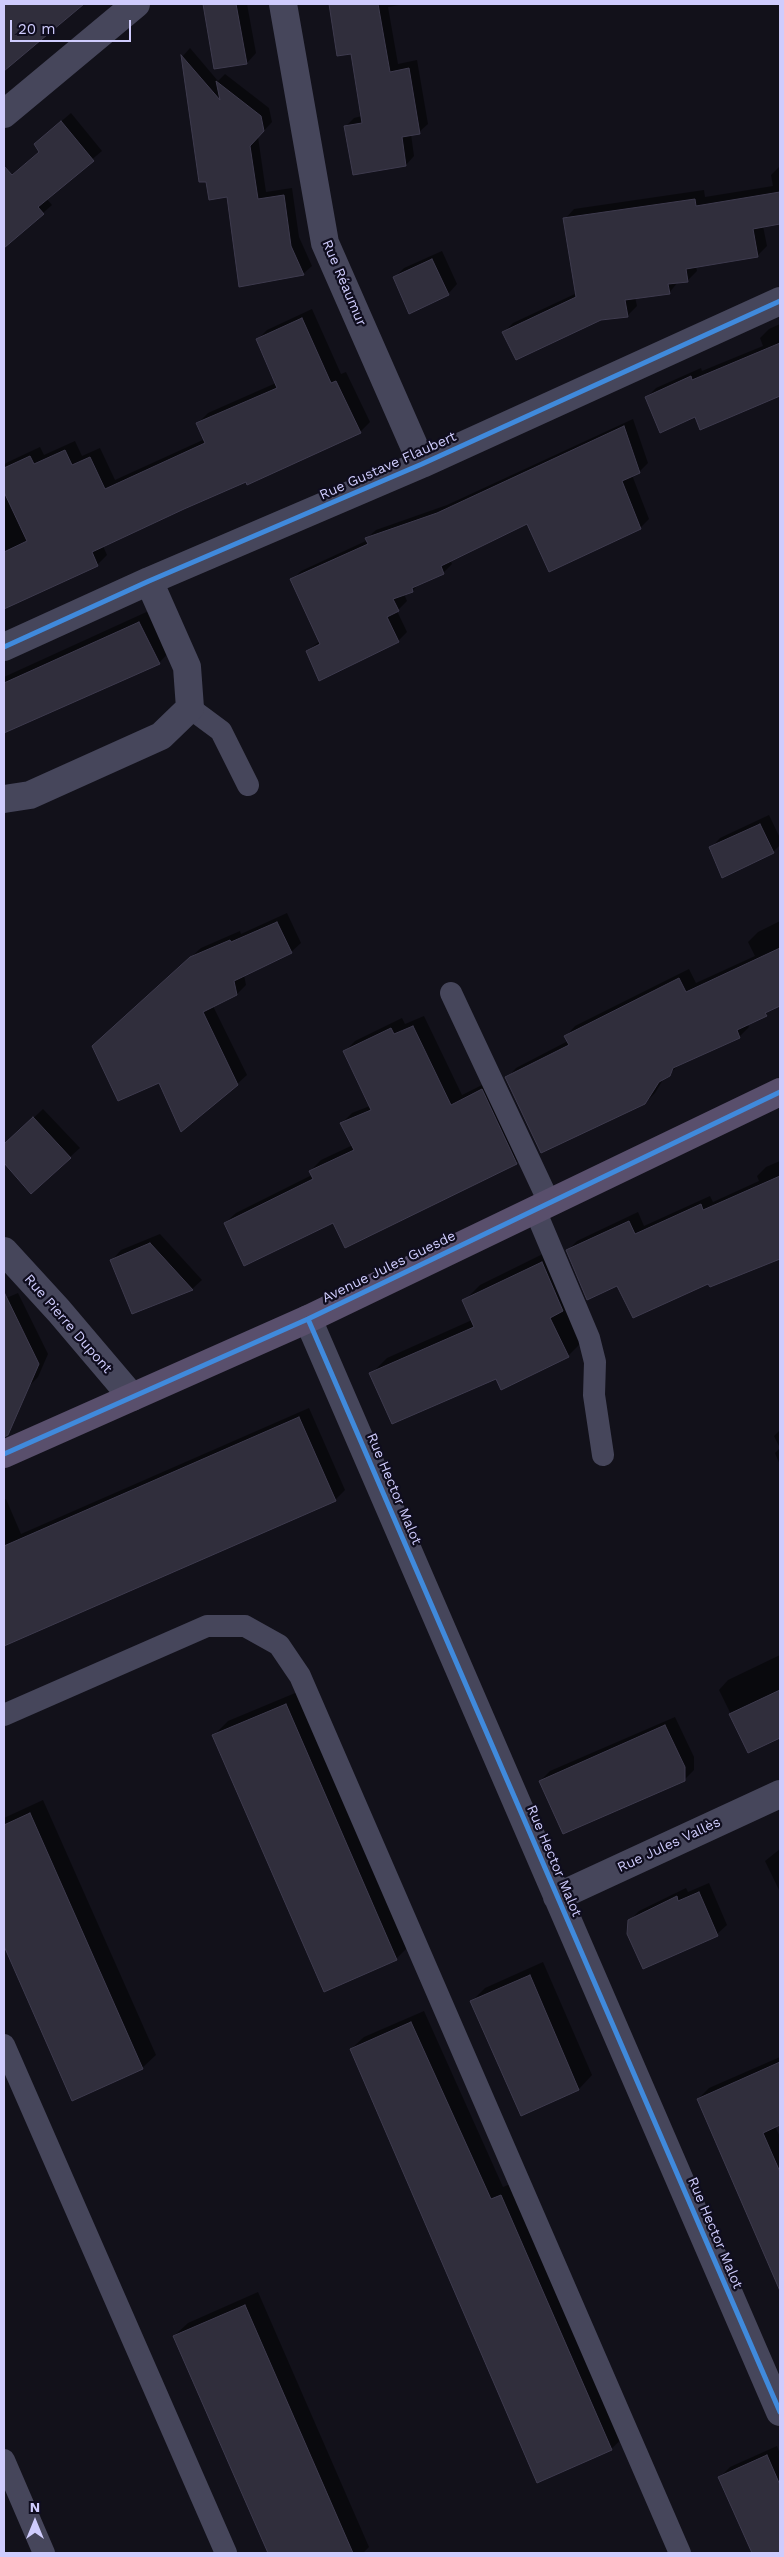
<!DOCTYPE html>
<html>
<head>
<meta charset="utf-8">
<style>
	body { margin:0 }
	#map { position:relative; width:784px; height:2557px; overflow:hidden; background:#12111a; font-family:"Work Sans",sans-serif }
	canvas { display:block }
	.frame { position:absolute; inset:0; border:5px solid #cfccfd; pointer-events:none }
	.north { position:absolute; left:10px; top:2497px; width:50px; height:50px; -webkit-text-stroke:4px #0f0d1e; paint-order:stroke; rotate:0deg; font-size:14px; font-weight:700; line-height:20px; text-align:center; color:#cfccfd }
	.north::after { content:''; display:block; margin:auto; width:18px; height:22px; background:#cfccfd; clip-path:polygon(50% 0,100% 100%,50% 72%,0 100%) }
	.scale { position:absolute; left:10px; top:20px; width:121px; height:22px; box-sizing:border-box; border:2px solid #cfccfd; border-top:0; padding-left:6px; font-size:15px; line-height:18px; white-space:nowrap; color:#cfccfd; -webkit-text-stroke:4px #0f0d1e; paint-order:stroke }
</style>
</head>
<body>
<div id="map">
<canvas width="784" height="2557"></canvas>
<div class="frame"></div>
<div class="north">N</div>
<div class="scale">20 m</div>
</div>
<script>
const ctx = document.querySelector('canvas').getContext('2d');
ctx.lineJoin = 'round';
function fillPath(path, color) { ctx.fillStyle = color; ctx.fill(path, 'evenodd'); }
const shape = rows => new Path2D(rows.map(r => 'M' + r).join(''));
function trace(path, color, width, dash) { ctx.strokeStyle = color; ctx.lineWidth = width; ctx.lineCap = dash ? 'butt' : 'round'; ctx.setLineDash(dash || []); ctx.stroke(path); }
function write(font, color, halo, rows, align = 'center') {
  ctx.font = font + ' "Work Sans",sans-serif'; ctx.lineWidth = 4.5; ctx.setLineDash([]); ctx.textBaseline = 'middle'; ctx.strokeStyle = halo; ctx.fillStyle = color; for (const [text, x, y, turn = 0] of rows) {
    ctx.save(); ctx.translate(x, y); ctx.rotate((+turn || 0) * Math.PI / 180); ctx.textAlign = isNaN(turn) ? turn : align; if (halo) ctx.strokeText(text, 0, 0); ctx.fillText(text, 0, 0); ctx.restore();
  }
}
fillPath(shape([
	[4,4,82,4,4,69],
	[205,4,247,4,256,53,247,63],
	[333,4,406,4,388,7,398,64,417,60,428,124,419,132,411,134,414,156,406,165,345,127,354,118,362,116,352,52,331,6],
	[190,48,218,81,225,74,269,108,272,122,258,137,266,192,292,188,299,237,312,266,303,274,228,196,207,180,200,180,183,56],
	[71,113,102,151,46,198,52,205,4,247,4,181,40,151,44,136],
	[780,166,780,223,763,226,767,246,757,256,696,266,697,271,687,281,678,282,669,293,635,297,637,306,627,316,504,332,513,323,577,293,565,219,574,209,704,190,705,197,773,186,771,175],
	[442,251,457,284,448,294,394,278,404,268],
	[312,309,341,374,346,372,370,422,360,432,246,480,103,546,107,555,97,565,4,608,4,465,6,463,40,447,44,455,75,441,82,456,100,448,115,480,205,439,198,423,208,413,276,383,257,340,267,330],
	[780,324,780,394,701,428,696,415,646,398,656,388,701,368,702,371,763,346,760,338,769,329],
	[633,419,648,463,639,472,632,475,649,519,640,528,528,522,450,560,452,564,443,573,421,582,413,590,404,594,407,601,397,611,407,632,398,641,307,651,320,641,292,580,301,571,368,540,367,538,376,530,447,505],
	[153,609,172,649,159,663,4,732,4,677],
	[769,815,780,838,780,845,773,852,711,848,720,838],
	[287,913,301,943,291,952,244,975,246,985,237,994,213,1006,247,1075,237,1084,159,1081,103,1037,201,948,240,931,241,934],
	[780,921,780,1004,747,1023,749,1027,739,1037,679,1065,664,1078,655,1093,645,1103,507,1078,516,1068,568,1041,566,1036,575,1026,689,969,696,983,755,956,748,942,758,932],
	[424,1016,462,1095,492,1080,527,1153,516,1163,334,1221,225,1223,236,1213,312,1175,310,1171,321,1160,353,1145,342,1123,352,1113,370,1106,345,1051,355,1041,402,1018,405,1024],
	[43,1109,80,1148,31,1192,4,1161,4,1146],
	[780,1161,780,1258,710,1285,709,1282,618,1284,568,1250,577,1241,638,1212,644,1226,710,1196,713,1202,759,1181,757,1176,766,1167],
	[160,1234,202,1280,192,1289,133,1313,112,1260,121,1250],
	[559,1246,584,1340,568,1356,497,1377,371,1374,387,1358,472,1320,464,1301,480,1285],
	[18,1293,48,1354,38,1377,28,1387,4,1398,4,1299],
	[309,1408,345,1490,335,1500,4,1644,4,1500,6,1499,21,1534],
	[780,1430,780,1465,775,1453,780,1448,774,1436],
	[780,1655,780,1736,749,1751,719,1690,728,1680],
	[300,1691,410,1945,396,1959,214,1735,228,1721],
	[675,1717,694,1757,694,1770,684,1780,540,1781,550,1771],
	[43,1800,156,2055,142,2068,73,2099,4,1943,4,1818],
	[780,1849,780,1892,765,1861],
	[709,1883,727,1925,717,1934,629,1921,639,1911,686,1888,688,1892],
	[543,1962,592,2075,579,2089,521,2114,472,2001,485,1988],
	[424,2011,503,2187,513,2183,624,2437,611,2449,351,2049,364,2037],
	[780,2057,780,2124,775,2126,780,2137,780,2289,698,2099,709,2088],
	[258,2292,369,2547,363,2553,269,2553,174,2336,188,2323],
	[777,2446,780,2454,780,2553,754,2553,720,2477,730,2467]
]), '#0007');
const building = shape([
	[4,4,84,4,4,71,4,4],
	[203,4,236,4,247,64,214,69,203,4],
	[329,4,378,4,390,72,409,68,420,134,402,137,406,166,353,175,344,126,362,123,351,54,337,56,329,4],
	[181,55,220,100,216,81,261,116,264,131,250,146,258,199,284,195,291,246,304,275,239,287,227,197,209,200,206,182,199,182,181,55],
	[61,121,94,161,38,207,44,214,4,248,4,166,12,175,39,152,34,144,61,121],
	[780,192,780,224,753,229,758,257,686,269,688,282,668,284,670,294,625,300,628,317,601,320,516,360,502,332,576,297,563,218,695,199,696,206,780,192],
	[432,259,449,295,409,314,393,277,432,259],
	[302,318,331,383,336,381,361,433,247,485,246,482,184,509,92,552,98,566,4,609,4,552,27,541,4,492,4,468,30,456,34,464,65,450,72,465,90,457,105,489,205,443,196,423,277,388,256,339,302,318],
	[780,343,780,396,700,430,695,417,660,433,645,397,691,376,692,380,780,343],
	[624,426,640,473,622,481,641,529,549,572,527,524,441,566,444,574,412,588,413,592,393,599,399,611,387,617,399,642,319,681,306,651,320,644,290,579,368,544,365,538,437,513,624,426],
	[139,622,160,664,4,733,4,683,139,622],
	[760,824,774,853,722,878,709,847,760,824],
	[277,922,292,953,234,981,237,995,203,1012,238,1085,181,1132,159,1083,118,1101,92,1046,190,957,230,940,231,942,277,922],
	[780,948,780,1006,765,1013,767,1016,737,1030,740,1038,673,1068,670,1076,659,1082,645,1104,541,1153,505,1077,569,1045,564,1036,679,978,686,992,780,948],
	[413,1026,451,1105,482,1089,517,1164,345,1248,333,1223,244,1266,224,1223,313,1179,309,1171,354,1150,340,1123,371,1110,343,1051,391,1028,394,1034,413,1026],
	[33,1117,71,1158,31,1194,4,1163,4,1144,33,1117],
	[780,1176,780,1259,710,1287,708,1284,633,1318,617,1286,587,1300,566,1250,629,1221,635,1234,701,1204,703,1210,780,1176],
	[150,1243,193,1290,132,1314,110,1260,150,1243],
	[542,1262,563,1311,550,1318,569,1357,501,1390,496,1379,392,1424,369,1373,474,1327,462,1300,542,1262],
	[4,1292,39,1364,8,1435,4,1437,4,1292],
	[299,1417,336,1501,4,1646,4,1546,299,1417],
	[780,1690,780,1738,748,1753,729,1714,780,1690],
	[286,1704,397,1960,324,1992,212,1735,286,1704],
	[665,1725,685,1767,685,1781,563,1834,539,1781,665,1725],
	[30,1813,143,2069,72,2101,4,1946,4,1825,30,1813],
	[699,1892,718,1936,643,1969,627,1934,628,1920,677,1896,678,1901,699,1892],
	[530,1975,579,2090,521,2116,470,2001,530,1975],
	[411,2022,491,2199,501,2195,612,2450,537,2483,350,2049,411,2022],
	[780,2062,780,2125,763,2133,780,2172,780,2291,697,2099,780,2062],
	[245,2305,353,2553,268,2553,173,2336,245,2305],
	[767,2455,780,2485,780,2553,752,2553,718,2477,767,2455]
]);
fillPath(building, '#302e3c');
trace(building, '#3e3b4e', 1);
trace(shape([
	[190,708,221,731,248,785],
	[451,993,549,1202],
	[535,1210,589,1338,595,1362,594,1395,603,1455],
	[4,1715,207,1626,245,1626,279,1645,300,1676,680,2553],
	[4,2045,226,2553],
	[4,2460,44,2553]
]), '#46465b', 22);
trace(shape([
	[283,4,325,243,422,464],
	[4,114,136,4],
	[4,647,149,581,422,464,780,301],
	[4,799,30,795,161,736,190,708,187,667,149,581],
	[4,1251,59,1311,132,1397],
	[308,1319,780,2412],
	[557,1897,780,1794]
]), '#46465b', 28);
trace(shape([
	[4,1454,308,1319,780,1092]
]), '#594f6c', 28);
trace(shape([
	[4,647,149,581,422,464,780,301],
	[308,1319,780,2412],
	[4,1454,308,1319,780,1092]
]), '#408adc', 5);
write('14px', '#cfccfd', '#0f0d1e', [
	["Rue Réaumur",344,283,67],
	["Rue Gustave Flaubert",388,466,-24],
	["Avenue Jules Guesde",389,1267,-26],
	["Rue Pierre Dupont",68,1324,49],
	["Rue Hector Malot",394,1489,67],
	["Rue Jules Vallès",669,1845,-25],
	["Rue Hector Malot",554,1861,67],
	["Rue Hector Malot",715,2233,67]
]);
</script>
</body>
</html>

═══

▸ Your objective: Starting with the line above that holds "function write(font, color, halo, rows, align" and stopping with the line that holds "ctx.font = font", reproduce each line exactly, omitting all other lines.

▸ Exercise result:
function write(font, color, halo, rows, align = 'center') {
  ctx.font = font + ' "Work Sans",sans-serif'; ctx.lineWidth = 4.5; ctx.setLineDash([]); ctx.textBaseline = 'middle'; ctx.strokeStyle = halo; ctx.fillStyle = color; for (const [text, x, y, turn = 0] of rows) {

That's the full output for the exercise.